- Recorded information
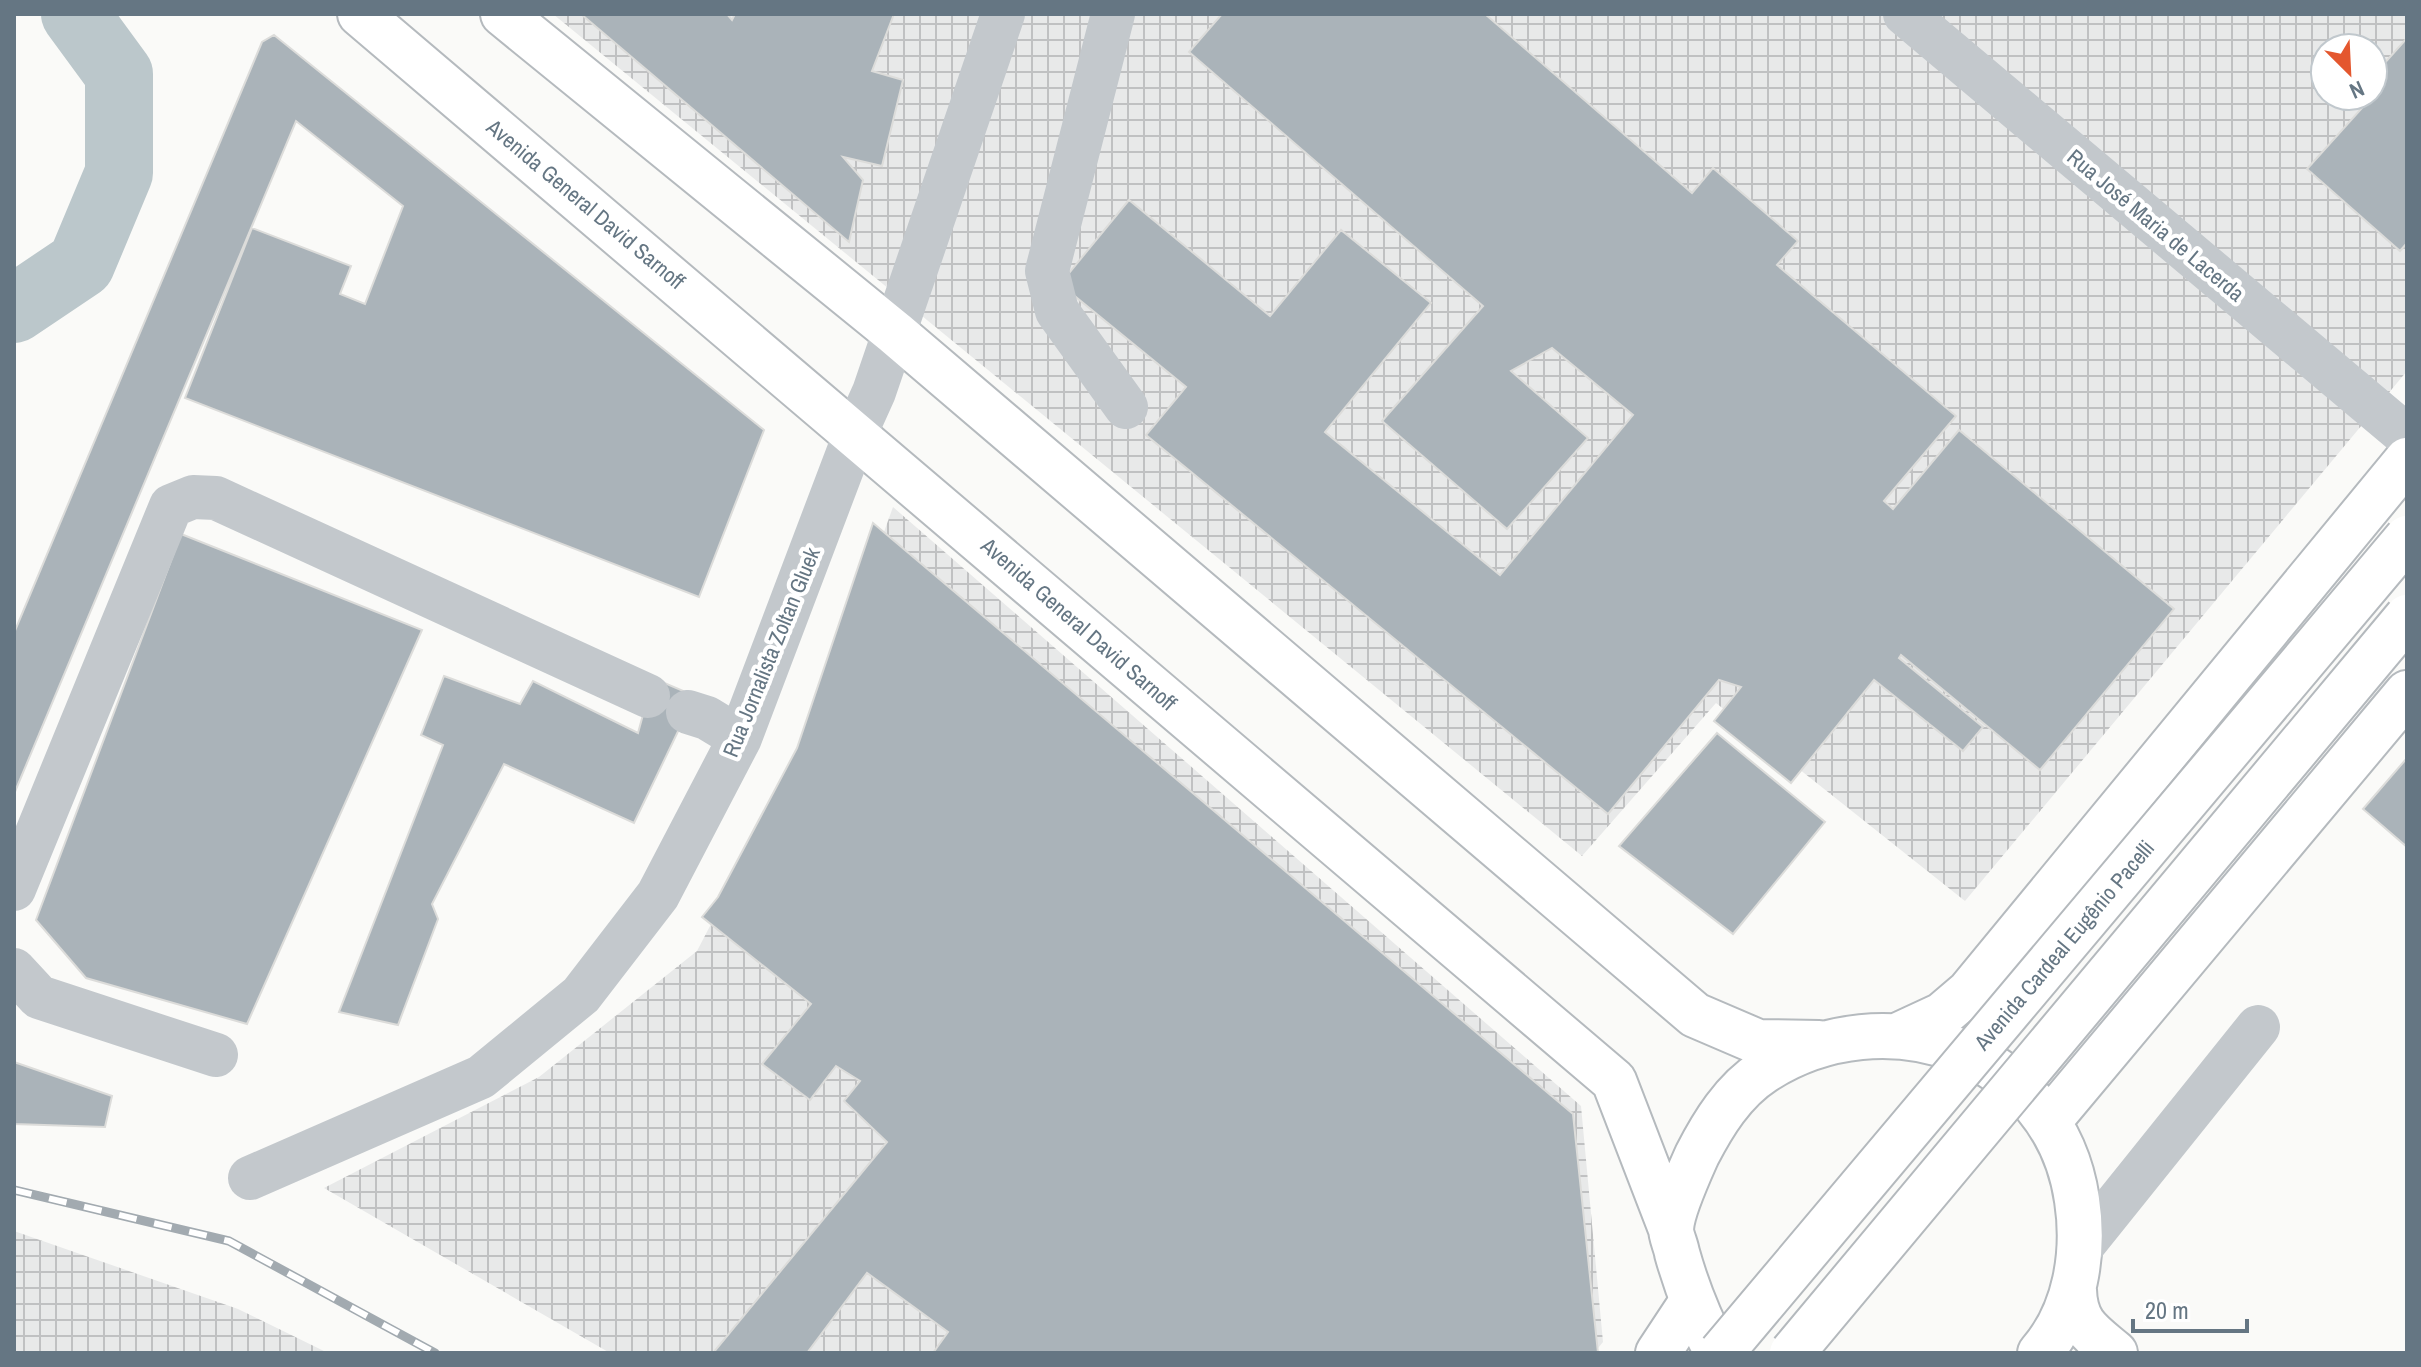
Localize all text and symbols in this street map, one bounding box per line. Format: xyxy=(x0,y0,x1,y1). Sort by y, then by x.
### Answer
north arrow xyxy=(2309,32,2389,112)
text: N xyxy=(2345,74,2369,107)
street label: Avenida General David Sarnoff xyxy=(480,111,692,296)
street label: Rua José Maria de Lacerda xyxy=(2061,142,2251,308)
street label: Avenida General David Sarnoff xyxy=(974,530,1183,718)
street label: Rua Jornalista Zoltan Gluek xyxy=(715,542,827,761)
street label: Avenida Cardeal Eugênio Pacelli xyxy=(1967,834,2161,1057)
scale bar xyxy=(2133,1283,2247,1333)
text: 20 m xyxy=(2145,1294,2189,1326)

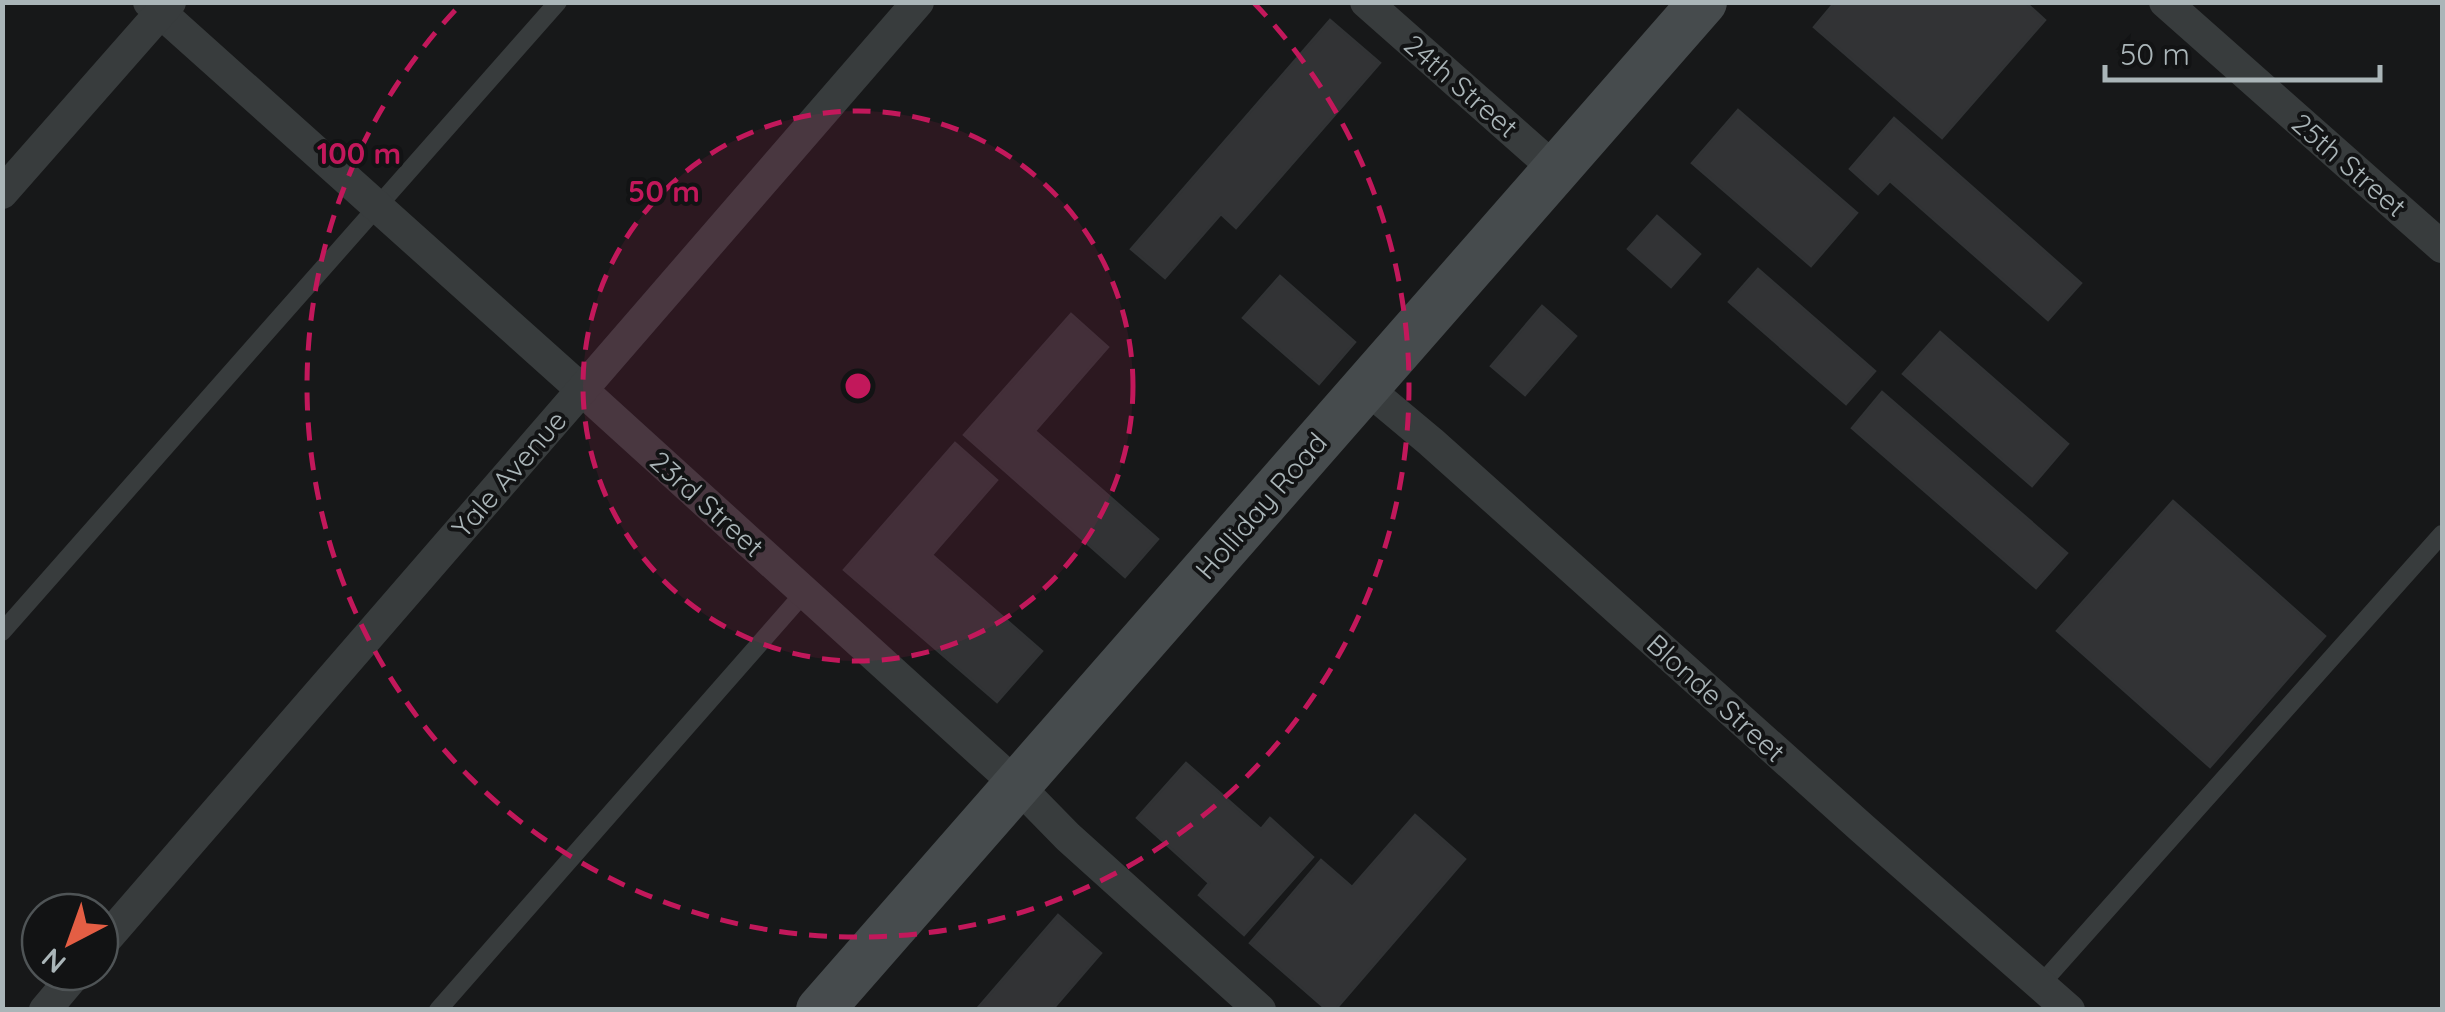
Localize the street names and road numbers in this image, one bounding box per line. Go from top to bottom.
street label: 24th Street [1397,27,1525,145]
street label: 25th Street [2285,105,2414,224]
street label: Yale Avenue [444,403,573,544]
street label: Holliday Road [1187,425,1334,586]
street label: 23rd Street [643,443,772,564]
street label: Blonde Street [1640,626,1793,769]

- Your instructions
Before copying, set the pictures aside; then reproduce each entry above exactly.

- Result for this exercise
Localize all text and symbols in this street map, one bounding box per line. Format: xyxy=(x0,y0,x1,y1). Sort by y, then by x.
### Answer
north arrow xyxy=(2309,32,2389,112)
text: N xyxy=(2345,74,2369,107)
street label: Avenida General David Sarnoff xyxy=(480,111,692,296)
street label: Rua José Maria de Lacerda xyxy=(2061,142,2251,308)
street label: Avenida General David Sarnoff xyxy=(974,530,1183,718)
street label: Rua Jornalista Zoltan Gluek xyxy=(715,542,827,761)
street label: Avenida Cardeal Eugênio Pacelli xyxy=(1967,834,2161,1057)
scale bar xyxy=(2133,1283,2247,1333)
text: 20 m xyxy=(2145,1294,2189,1326)

Localize the street names and road numbers in this image, one bounding box per line. Go from top to bottom.
street label: 24th Street [1397,27,1525,145]
street label: 25th Street [2285,105,2414,224]
street label: Yale Avenue [444,403,573,544]
street label: Holliday Road [1187,425,1334,586]
street label: 23rd Street [643,443,772,564]
street label: Blonde Street [1640,626,1793,769]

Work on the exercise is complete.